> _TASK DIRECTIONS_
Among the lines of the records, find all that carry the word "canvas" and copy them.

> _DATA_
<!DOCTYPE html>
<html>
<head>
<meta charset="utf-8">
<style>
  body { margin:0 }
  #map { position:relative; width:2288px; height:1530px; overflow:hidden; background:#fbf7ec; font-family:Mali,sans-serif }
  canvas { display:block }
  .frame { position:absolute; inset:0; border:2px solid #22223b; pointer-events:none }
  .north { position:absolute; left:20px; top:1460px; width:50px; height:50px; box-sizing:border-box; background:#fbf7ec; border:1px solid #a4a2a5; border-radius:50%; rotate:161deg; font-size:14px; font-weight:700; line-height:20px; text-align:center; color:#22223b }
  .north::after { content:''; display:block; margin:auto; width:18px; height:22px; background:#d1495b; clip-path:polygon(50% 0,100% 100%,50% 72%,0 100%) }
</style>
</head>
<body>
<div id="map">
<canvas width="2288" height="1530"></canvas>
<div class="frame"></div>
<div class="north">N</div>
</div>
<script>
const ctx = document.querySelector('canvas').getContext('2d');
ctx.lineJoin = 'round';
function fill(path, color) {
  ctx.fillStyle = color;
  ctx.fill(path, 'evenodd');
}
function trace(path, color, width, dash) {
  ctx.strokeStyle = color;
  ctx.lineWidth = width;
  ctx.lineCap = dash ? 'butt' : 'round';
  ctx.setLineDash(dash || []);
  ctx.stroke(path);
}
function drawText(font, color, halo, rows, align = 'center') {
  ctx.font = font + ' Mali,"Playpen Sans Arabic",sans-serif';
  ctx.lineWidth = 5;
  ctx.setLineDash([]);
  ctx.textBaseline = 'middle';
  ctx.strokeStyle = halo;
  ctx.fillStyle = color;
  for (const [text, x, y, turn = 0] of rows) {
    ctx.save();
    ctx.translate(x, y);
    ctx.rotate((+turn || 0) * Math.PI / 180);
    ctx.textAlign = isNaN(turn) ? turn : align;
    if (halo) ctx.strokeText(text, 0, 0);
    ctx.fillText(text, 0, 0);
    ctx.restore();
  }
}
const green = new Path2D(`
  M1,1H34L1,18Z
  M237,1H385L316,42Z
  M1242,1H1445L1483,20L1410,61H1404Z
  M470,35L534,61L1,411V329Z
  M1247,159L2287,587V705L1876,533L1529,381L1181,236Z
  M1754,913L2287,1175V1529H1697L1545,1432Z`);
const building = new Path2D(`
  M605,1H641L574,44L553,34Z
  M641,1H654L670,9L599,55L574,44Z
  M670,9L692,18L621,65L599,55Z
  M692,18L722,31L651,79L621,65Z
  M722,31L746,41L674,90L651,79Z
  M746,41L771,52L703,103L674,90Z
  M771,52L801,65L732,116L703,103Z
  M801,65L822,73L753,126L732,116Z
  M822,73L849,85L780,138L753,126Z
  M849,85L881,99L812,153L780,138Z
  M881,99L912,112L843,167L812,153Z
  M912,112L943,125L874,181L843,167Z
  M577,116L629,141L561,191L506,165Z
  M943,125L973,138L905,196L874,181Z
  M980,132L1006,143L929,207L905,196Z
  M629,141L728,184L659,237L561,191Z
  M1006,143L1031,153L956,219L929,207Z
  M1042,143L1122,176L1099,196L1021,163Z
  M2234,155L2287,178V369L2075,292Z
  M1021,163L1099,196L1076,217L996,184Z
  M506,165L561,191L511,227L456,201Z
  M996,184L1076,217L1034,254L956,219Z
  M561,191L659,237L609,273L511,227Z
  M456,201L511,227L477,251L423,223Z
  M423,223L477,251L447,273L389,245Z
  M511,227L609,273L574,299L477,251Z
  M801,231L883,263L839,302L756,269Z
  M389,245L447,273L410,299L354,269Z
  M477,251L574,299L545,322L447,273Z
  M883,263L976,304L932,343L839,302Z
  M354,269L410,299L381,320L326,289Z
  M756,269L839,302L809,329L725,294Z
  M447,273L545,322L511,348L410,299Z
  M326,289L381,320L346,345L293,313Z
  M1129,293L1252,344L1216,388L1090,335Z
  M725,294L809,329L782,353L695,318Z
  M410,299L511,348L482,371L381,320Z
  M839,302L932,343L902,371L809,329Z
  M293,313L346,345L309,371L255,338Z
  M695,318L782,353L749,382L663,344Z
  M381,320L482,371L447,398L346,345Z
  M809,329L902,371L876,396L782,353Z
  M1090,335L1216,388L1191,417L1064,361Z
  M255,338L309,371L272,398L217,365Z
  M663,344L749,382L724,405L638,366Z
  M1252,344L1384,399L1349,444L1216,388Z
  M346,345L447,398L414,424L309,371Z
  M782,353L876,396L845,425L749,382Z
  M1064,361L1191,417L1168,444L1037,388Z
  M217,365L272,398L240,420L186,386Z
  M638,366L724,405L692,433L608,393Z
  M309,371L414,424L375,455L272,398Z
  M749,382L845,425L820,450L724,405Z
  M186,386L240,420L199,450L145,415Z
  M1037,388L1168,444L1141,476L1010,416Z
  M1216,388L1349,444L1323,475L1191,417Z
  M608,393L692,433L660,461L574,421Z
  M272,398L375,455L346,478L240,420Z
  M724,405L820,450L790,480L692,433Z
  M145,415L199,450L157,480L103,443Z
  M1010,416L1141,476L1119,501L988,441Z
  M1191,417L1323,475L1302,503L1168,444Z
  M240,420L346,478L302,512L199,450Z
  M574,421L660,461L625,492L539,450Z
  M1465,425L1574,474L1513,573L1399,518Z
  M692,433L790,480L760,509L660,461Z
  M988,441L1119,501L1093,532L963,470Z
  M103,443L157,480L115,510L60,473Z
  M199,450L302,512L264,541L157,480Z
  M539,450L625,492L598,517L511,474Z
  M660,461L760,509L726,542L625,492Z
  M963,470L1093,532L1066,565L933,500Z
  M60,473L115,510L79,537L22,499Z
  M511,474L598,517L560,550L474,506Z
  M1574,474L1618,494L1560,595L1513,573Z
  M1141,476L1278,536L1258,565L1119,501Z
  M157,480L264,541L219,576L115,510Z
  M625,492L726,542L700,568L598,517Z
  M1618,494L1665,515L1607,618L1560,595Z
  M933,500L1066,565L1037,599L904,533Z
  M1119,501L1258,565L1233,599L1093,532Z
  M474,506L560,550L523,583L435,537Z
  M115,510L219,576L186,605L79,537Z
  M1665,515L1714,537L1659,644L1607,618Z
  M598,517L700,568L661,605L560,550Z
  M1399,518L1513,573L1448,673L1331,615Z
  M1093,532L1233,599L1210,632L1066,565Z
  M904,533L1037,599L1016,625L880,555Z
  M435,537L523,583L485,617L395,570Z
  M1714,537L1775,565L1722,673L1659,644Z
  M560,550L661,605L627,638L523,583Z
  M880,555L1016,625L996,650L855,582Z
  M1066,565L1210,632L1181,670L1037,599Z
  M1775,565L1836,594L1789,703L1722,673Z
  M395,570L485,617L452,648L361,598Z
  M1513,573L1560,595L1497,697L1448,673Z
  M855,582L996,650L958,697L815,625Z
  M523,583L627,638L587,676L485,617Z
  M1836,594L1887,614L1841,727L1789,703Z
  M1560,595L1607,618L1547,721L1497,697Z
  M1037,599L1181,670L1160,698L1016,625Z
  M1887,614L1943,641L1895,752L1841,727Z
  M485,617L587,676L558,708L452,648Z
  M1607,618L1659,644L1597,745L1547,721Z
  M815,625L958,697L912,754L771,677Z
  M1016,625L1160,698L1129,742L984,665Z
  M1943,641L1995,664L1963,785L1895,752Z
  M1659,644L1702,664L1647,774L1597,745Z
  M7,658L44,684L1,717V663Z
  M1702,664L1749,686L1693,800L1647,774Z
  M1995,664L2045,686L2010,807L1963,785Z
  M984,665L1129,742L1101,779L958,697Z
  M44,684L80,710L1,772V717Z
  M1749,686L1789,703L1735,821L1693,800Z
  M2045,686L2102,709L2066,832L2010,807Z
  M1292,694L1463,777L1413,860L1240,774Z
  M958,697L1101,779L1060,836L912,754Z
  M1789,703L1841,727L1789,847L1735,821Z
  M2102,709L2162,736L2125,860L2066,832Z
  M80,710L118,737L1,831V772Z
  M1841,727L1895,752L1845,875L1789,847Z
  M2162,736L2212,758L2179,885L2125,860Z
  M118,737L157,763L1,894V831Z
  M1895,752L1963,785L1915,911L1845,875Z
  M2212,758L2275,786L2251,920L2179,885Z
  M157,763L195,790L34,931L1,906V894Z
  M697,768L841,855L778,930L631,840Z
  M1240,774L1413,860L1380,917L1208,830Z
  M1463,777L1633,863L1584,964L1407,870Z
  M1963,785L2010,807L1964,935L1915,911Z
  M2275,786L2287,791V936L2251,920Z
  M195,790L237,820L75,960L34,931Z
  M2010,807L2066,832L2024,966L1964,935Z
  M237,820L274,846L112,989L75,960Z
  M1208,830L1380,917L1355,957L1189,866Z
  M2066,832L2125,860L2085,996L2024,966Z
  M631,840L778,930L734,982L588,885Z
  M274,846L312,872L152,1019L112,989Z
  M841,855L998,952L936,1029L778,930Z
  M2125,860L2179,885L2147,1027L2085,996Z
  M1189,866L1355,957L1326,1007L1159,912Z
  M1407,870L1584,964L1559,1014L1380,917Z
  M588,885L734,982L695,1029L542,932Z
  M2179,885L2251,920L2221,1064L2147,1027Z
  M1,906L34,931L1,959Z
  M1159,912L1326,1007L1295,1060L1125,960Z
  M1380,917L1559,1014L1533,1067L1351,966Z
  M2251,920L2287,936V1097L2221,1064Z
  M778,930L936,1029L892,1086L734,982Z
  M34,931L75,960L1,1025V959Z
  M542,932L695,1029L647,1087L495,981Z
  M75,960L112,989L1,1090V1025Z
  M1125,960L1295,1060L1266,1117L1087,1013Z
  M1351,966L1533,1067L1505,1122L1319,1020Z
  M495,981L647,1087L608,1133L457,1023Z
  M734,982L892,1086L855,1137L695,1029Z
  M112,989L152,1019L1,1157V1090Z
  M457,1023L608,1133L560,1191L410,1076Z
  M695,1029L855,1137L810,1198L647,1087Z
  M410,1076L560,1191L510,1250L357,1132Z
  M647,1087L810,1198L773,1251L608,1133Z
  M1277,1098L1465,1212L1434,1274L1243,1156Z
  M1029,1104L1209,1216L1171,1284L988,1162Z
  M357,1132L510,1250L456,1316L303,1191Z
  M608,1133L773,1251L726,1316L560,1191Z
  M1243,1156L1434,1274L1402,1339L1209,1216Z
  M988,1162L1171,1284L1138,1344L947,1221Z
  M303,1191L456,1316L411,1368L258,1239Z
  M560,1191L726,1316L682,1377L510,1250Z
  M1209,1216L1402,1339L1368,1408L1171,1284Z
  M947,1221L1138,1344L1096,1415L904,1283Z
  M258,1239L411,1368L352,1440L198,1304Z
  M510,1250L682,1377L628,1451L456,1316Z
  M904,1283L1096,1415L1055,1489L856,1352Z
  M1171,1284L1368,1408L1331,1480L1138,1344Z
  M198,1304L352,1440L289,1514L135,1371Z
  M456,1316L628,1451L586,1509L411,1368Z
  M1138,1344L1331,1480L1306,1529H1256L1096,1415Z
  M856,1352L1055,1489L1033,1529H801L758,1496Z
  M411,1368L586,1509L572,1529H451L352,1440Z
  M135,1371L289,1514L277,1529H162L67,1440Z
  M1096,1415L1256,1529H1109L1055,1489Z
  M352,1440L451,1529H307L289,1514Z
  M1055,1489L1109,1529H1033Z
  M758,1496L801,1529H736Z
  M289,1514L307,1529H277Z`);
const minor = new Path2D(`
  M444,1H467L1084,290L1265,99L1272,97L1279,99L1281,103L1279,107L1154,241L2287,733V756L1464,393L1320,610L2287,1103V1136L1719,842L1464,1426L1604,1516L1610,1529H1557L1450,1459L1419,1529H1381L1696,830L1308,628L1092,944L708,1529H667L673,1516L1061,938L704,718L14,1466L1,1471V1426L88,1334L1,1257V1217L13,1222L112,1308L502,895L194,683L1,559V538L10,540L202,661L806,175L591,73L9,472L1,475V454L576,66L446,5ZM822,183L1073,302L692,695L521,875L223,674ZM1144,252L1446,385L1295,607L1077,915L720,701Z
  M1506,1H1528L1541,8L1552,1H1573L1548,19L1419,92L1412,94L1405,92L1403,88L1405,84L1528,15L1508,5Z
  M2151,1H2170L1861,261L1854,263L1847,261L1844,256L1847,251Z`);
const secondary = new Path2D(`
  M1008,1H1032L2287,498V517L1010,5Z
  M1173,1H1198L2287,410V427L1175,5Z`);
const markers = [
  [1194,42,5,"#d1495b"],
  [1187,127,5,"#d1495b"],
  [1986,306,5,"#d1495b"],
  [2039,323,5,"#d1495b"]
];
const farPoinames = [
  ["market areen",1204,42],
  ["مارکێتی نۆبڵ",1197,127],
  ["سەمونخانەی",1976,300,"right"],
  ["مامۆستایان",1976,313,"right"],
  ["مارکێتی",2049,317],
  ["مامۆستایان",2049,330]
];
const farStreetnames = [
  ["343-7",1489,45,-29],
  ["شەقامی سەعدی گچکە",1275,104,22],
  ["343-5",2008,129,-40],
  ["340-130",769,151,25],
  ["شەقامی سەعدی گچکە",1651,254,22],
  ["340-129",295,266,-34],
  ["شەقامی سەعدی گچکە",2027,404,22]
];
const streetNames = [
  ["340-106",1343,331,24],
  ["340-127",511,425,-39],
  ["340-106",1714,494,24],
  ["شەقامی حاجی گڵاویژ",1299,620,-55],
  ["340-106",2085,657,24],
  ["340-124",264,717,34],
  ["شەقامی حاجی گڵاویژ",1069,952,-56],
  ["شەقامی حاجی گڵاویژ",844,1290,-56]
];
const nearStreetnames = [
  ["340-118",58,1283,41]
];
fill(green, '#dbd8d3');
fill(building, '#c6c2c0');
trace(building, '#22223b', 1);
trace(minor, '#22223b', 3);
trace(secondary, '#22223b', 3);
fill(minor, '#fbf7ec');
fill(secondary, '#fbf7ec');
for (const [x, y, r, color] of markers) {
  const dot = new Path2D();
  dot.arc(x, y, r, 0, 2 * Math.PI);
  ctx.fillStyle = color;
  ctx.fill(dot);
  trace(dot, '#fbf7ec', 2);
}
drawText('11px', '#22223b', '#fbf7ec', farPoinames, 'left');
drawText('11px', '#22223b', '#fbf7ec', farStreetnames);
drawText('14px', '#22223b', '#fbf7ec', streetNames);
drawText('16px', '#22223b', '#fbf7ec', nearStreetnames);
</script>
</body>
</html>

> _ANSWER TO THIS TASK_
  canvas { display:block }
<canvas width="2288" height="1530"></canvas>
const ctx = document.querySelector('canvas').getContext('2d');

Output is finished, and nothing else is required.